「アンという名の少女」 2017年製作 カナダ 原題: Anne with an “E”
ドラマ「アンという名の少女」は、見応えのあるすばらしい作品です。3シーズン全27エピソードがあり、L・M・モンゴメリの1908年の小説『赤毛のアン』をもとにしたテレビシリーズです。カナダCBCとNetflixが共同製作し、新たな登場人物やストーリーも加えられています。
原作の温かさに、現代的な視点を取り入れた深くリアルな物語が重なり、毎回心揺さぶられながら満足して見ることができます。
このドラマはNHKで2020年9月~2022年3月に放送されており、その頃に数分だけ目にしたことがありました。「面白いかもしれない」と思ったものの、別の用事でテレビを離れ、そのまま忘れていました。今回Netflixで配信されているのを見つけて視聴し、その面白さに驚いています。
● 手違いでアンがやってきた
プリンスエドワード島のグリーンゲーブルズに住む農家、カスバート家の姉弟マシューとマリラは、農作業を手伝う男の子の孤児を養子に迎えようとします。しかし手違いで少女のアンがやってきて、物語が始まります。

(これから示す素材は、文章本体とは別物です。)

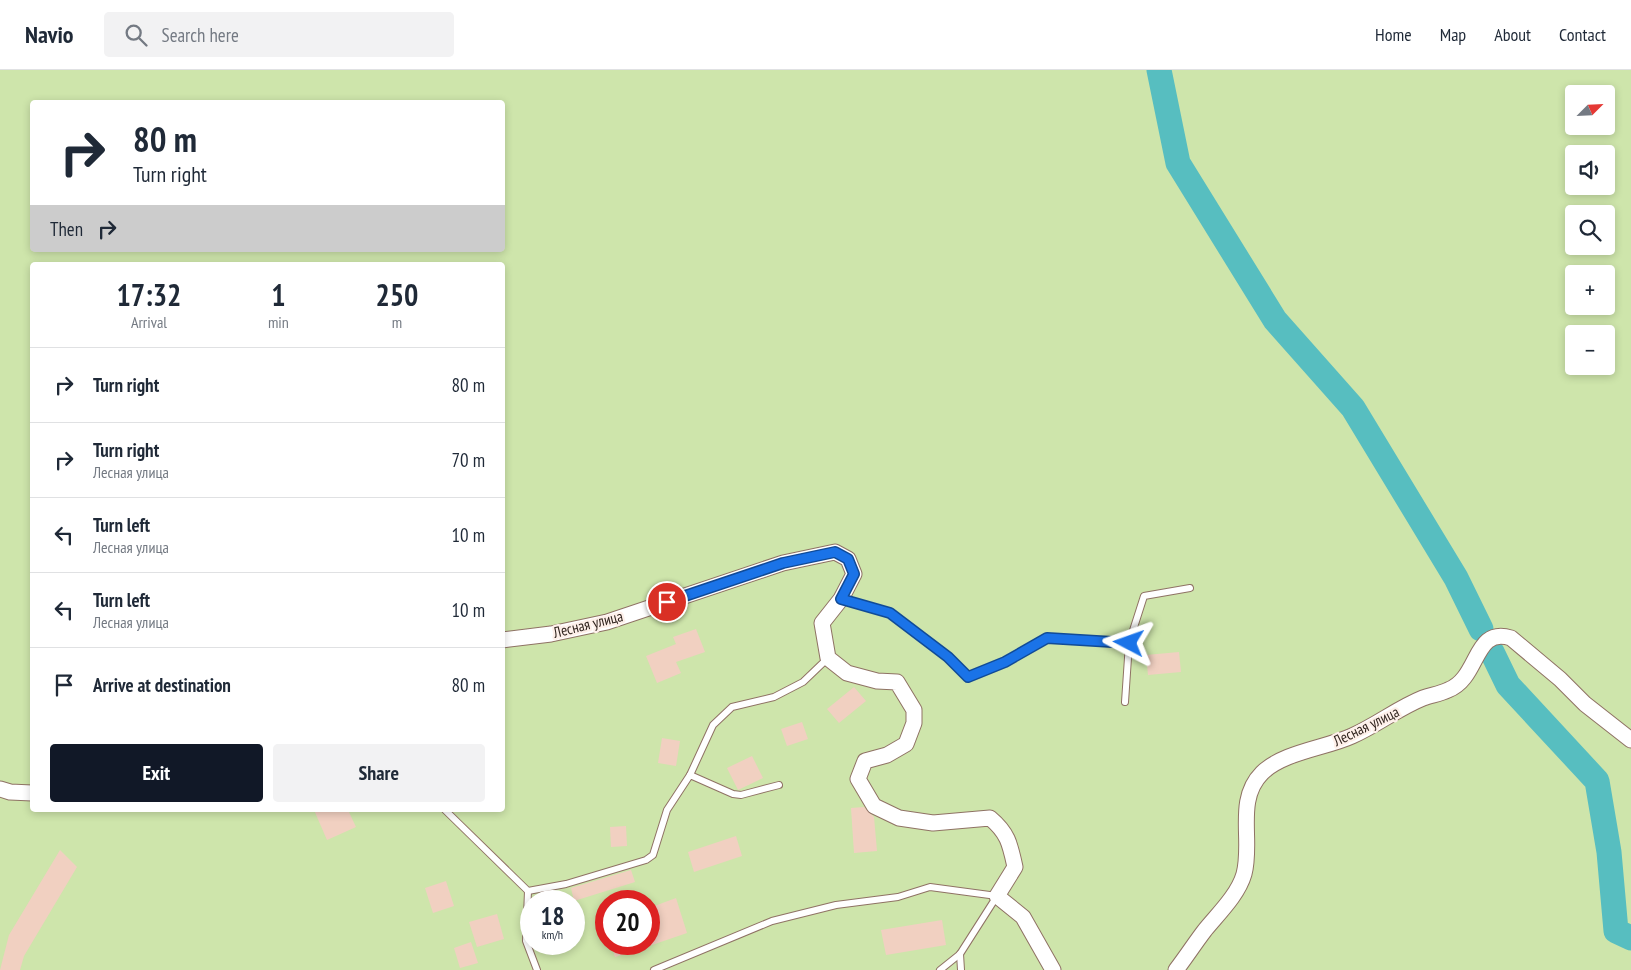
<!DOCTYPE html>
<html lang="en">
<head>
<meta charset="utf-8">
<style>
	:root { --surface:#fff; --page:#f2f2f3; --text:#1f2937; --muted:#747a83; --line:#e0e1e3; --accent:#111827 }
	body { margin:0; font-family:"PT Sans Narrow",sans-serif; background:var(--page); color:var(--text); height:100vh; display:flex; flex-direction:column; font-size:19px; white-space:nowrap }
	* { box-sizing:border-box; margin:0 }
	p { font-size:16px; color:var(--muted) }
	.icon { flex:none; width:28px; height:28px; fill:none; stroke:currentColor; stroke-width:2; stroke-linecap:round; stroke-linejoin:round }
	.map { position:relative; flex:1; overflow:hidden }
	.side { position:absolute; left:30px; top:192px; width:475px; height:550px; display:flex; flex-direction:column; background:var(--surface); border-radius:5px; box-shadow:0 2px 8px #0003 }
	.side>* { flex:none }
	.top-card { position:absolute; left:30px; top:30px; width:475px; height:152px; border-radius:5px; box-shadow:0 2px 8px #0003; background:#fff; color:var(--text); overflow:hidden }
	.needle { width:32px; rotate:66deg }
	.controls { position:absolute; left:1565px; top:15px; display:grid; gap:10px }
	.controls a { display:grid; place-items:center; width:50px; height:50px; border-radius:5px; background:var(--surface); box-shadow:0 2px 8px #0003; font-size:25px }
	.speed { position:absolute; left:520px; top:820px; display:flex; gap:10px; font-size:25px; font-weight:700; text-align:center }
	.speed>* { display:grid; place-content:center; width:65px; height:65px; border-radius:50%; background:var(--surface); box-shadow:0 2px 8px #0003; line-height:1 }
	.speed small { font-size:12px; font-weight:400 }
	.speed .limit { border:8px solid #d22; background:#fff; color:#111 }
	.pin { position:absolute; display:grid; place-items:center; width:42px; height:42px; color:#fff; margin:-21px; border:2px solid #fff; border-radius:50%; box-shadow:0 1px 5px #0007 }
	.me { position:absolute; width:55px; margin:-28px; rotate:274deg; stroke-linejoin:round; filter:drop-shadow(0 0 4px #0008) }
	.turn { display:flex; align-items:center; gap:18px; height:105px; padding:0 20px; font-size:22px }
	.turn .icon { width:65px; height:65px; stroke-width:2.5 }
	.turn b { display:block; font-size:35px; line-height:42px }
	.then { display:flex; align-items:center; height:48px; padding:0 20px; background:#0003; gap:10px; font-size:19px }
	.eta { display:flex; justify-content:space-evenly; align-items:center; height:85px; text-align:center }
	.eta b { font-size:30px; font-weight:800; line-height:35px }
	.button { display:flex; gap:10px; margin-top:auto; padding:10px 20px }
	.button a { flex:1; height:58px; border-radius:5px; background:var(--accent); color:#fff; font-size:20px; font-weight:800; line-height:58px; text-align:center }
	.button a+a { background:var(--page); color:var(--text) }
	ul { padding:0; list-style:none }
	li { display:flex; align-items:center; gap:15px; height:75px; padding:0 20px; border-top:1px solid var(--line) }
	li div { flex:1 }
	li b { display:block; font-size:19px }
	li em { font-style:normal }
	header { display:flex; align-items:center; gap:30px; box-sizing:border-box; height:70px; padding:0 25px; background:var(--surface); border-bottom:1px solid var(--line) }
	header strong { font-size:24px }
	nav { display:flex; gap:28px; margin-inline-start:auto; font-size:18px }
	.search { width:350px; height:45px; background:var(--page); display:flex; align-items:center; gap:12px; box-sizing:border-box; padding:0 18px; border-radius:5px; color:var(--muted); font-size:19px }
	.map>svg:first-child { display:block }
</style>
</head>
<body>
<header>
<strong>Navio</strong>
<div class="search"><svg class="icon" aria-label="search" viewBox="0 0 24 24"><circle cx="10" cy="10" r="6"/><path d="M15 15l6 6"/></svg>Search here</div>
<nav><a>Home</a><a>Map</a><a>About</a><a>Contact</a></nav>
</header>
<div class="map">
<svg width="1631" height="900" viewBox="0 0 1631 900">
	<rect width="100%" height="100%" fill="#fef0ea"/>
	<!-- green -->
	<path fill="#cee5ab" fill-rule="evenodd" d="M0,0H1631V900H0ZM1574,24H1606V56H1574ZM32,32H502V180H32ZM1574,84H1606V116H1574ZM1574,144H1606V176H1574ZM32,195H502V740H32ZM1574,204H1606V236H1574ZM1574,264H1606V296H1574ZM531,831H574V874H531ZM606,831H649V874H606Z"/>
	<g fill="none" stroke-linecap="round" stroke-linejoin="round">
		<!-- river -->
		<g stroke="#57bec0" stroke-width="25">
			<path d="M1159,0L1178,93L1275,250L1353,338L1456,508L1481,559"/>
			<path d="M1492,582L1508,615L1597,711L1609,782L1616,861L1631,868"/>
		</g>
	</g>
	<!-- building -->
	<g fill="#f1d0c1">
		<path d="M696,559L705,582L676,592L681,603L657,613L646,586L676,574L673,567Z"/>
		<path d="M1179,582L1181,602L1148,605L1146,585Z"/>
		<path d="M854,617L866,631L839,653L827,639Z"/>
		<path d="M802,652L808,669L787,676L781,659Z"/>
		<path d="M662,668L680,671L676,696L658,693Z"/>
		<path d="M752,686L763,708L738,720L727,698Z"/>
		<path d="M864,737L874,747L877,781L854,783L851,738Z"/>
		<path d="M314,740H348L356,757L327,770Z"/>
		<path d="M626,756L627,776L611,777L610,757Z"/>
		<path d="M736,766L742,786L694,802L688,782Z"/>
		<path d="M60,780L77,797L24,886L20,900H0L9,865Z"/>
		<path d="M631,800L635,812L574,831L571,818Z"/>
		<path d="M446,811L454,836L433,843L425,818Z"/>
		<path d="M676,828L687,863L649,876V838Z"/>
		<path d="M497,844L504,869L477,877L469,852Z"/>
		<path d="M942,850L946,875L886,885L881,860Z"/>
		<path d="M471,872L478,893L460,898L454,878Z"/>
		<path d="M611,874H648L649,876L615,887Z"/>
	</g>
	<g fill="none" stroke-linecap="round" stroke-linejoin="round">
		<defs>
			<g id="service">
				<path d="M841,529L890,543L948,587L969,607L1005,593L1047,568L1129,573L1125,632"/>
				<path d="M1129,573L1144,526L1190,518"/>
				<path d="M690,705L713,655L732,637L774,627L803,612L827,589"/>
				<path d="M445,740L528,821L566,814L646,790L653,785L667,740L690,705L733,724L741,725L779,715"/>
				<path d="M528,821L526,871L537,900"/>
				<path d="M960,884L961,900"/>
				<path d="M654,900L772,851L836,835L898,827L930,817L997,826L960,884L940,900"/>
			</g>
			<g id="tertiary">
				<path d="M502,570L551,564L607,552L783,493L835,482L848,489L854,504L841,529L822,553L828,588L847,603L877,611L897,612L914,640V653L906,674L887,685L865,691L858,709L874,736L899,748L933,753L990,748C1008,763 1010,774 1015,797L997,826L1023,847L1053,900"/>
				<path d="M0,719L10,722L32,723"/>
				<path d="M1176,900C1186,887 1195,873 1205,860C1218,844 1238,825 1244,804C1253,771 1235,730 1262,703C1283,682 1326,678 1352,666C1377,655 1398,638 1423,628C1431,625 1440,624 1448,620C1480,608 1473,556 1511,568L1560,609L1585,634L1631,670"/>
			</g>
		</defs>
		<!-- service casing -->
		<use href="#service" stroke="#8f7264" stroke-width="8"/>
		<!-- tertiary casing -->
		<use href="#tertiary" stroke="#8f7264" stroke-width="17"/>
		<!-- service -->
		<use href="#service" stroke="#fff" stroke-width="6"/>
		<!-- tertiary -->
		<use href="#tertiary" stroke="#fff" stroke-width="15"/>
	</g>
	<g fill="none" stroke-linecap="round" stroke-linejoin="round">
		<defs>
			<path id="route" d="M667,532L783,493L835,482L848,489L854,504L841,529L890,543L948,587L968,607L1005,592L1047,568L1129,573"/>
		</defs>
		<!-- route casing -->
		<use href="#route" stroke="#114b97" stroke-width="12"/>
		<!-- route -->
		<use href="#route" stroke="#1a73e8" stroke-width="9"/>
	</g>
	<g text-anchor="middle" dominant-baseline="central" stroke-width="4.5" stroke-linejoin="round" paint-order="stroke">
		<!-- street labels -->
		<g font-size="15" fill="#2f231d" stroke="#fef0ea">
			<text transform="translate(588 554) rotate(-14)">Лесная улица</text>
			<text transform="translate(1366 656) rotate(-26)">Лесная улица</text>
		</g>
	</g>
</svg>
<div class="controls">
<a><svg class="needle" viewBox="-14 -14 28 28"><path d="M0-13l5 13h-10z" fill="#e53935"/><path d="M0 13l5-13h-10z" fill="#747a83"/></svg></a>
<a><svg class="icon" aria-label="sound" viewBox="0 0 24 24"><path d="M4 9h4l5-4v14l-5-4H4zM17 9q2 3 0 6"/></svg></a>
<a><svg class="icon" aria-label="search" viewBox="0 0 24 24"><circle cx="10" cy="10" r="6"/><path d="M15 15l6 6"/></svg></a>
<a>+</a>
<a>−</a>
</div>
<div class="speed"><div>18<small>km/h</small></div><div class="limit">20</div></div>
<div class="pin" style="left:667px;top:532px;background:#d93025"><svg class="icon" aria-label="arrive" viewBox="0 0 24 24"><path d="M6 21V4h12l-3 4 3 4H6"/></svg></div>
<svg class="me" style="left:1129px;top:573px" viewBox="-20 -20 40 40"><path d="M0-17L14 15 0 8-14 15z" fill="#1a73e8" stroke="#fff" stroke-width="4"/></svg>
<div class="top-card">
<div class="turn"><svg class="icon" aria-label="right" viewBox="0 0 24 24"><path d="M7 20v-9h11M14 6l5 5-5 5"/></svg><div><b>80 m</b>Turn right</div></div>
<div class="then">Then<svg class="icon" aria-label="right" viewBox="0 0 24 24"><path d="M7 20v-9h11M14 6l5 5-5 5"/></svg></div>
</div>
<section class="side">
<div class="eta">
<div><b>17:32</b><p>Arrival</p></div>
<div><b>1</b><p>min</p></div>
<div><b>250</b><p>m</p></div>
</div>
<ul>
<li><svg class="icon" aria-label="right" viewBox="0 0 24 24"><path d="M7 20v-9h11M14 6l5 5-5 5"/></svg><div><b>Turn right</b></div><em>80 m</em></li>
<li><svg class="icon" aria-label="right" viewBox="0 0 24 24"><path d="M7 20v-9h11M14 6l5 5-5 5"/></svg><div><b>Turn right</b><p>Лесная улица</p></div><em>70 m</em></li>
<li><svg class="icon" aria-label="left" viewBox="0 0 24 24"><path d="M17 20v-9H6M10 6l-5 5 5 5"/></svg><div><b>Turn left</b><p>Лесная улица</p></div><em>10 m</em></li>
<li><svg class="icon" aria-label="left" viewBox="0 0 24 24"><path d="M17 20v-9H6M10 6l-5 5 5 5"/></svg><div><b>Turn left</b><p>Лесная улица</p></div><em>10 m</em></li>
<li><svg class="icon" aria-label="arrive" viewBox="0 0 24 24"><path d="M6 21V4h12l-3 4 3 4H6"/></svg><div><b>Arrive at destination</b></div><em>80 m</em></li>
</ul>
<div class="button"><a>Exit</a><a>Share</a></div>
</section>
</div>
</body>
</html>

マシューは駅に迎えに行きますが、待っていたのが女の子だったことに驚きます。
アンは駅で会った瞬間からマシューおじさんに握手し、次々と話し続けます。
「迎えに来てくれないのではと心配でした。このまま夜になったら桜の木の上で眠ろうかと思ってたんです。月明りの下で花に埋もれて眠るのも素敵でしょ? 私にガッカリしてます? 器量はよくないし痩せているけど丈夫です。ひきとってくれて感謝しています」
マシューは驚きを告げることなく、アンをそのまま馬車に乗せます。アンは次々に話し、マシューに語り掛けます。
「白い花に何を思い浮かべます?」
マシューは「さあな、分からん」と短く答えます。
「私は花嫁よ。見た事ないけど、ベールをかぶった花嫁。私は美人じゃないから結婚できないかもしれない。でも宣教師なら選り好みしないかも。いつか袖の膨らんだ白いドレスを着たいわ。きっと至福の瞬間ね」
アンはふと不安になり、たずねます。
「私、しゃべりすぎ? いつも注意されるんです。うるさければ言って。難しいけど黙ります」
「構わんよ」
「よかった。おじさんとは気があいそう」
アンの言葉から、語りながら想像を広げていく様子がよく伝わり、聞いているこちらの想像力まで刺激されます。
本の『赤毛のアン』シリーズは、少女時代の『赤毛のアン』から、アンの息子三人が第一次大戦に出征する第八巻『アンの娘リラ』まで、五十年以上にわたるアンの人生とカナダの激動の時代を描いています。しかし晩年のアンではなくて、若くて空想の世界を跳ね回るアンの物語こそ、最も見たいし読んでみたいと思ってしまいます。
ドラマで女友達ダイアナとの友情も微笑ましく描かれています。二人が手を繋いで野原を走る姿を見るだけで癒されるようで、索漠とした映像や物語を好みがちな自分には珍しいと感じます。
● エイミーベス・マクナルティは赤毛?
主人公アンを演じるエイミーベス・マクナルティはまさに適役です。1,800人以上の中から選ばれたというのも納得できます。ドラマでの赤毛は彼女にぴったりですが、実際は黄金色のブロンドで、赤毛は染めたものだそうです。本人もその髪色をとても気に入っていたといいます。
彼女は18歳までホームスクーリングで学び、学校に通ったことはなく、幼少期からロンドンの演劇学校でバレエと演技を学んでいました。10歳頃から本格的にオーディションを受け、俳優を目指したそうです。
アンの動きが美しいのは、バレエで培った柔軟性や機敏さが表れているのかもしれません。
現在、シーズン2の6話を見終わったところで、全体の半分ほどになります。見終わってしまうのが惜しいような、早く続きを見たいような複雑な気持ちです。